Start of STUDY MATERIAL

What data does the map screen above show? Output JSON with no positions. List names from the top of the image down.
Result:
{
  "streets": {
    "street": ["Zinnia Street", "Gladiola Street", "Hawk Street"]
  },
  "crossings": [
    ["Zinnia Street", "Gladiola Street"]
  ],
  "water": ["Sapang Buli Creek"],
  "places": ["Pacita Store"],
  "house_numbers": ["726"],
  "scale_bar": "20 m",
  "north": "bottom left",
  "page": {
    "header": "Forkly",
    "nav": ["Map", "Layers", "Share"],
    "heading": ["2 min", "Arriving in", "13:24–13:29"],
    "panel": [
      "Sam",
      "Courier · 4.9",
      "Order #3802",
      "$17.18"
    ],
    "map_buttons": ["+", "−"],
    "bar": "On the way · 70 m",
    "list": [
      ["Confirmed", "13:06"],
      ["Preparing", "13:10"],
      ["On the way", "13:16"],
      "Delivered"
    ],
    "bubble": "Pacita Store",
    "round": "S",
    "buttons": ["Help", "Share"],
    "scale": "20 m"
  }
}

End of STUDY MATERIAL

▶ **WHAT THIS TASK INVOLVES**
Search the records above for "Zinnia" and copy every line that has it.

▶ **SOLUTION FOR THIS PROBLEM**
    "street": ["Zinnia Street", "Gladiola Street", "Hawk Street"]
    ["Zinnia Street", "Gladiola Street"]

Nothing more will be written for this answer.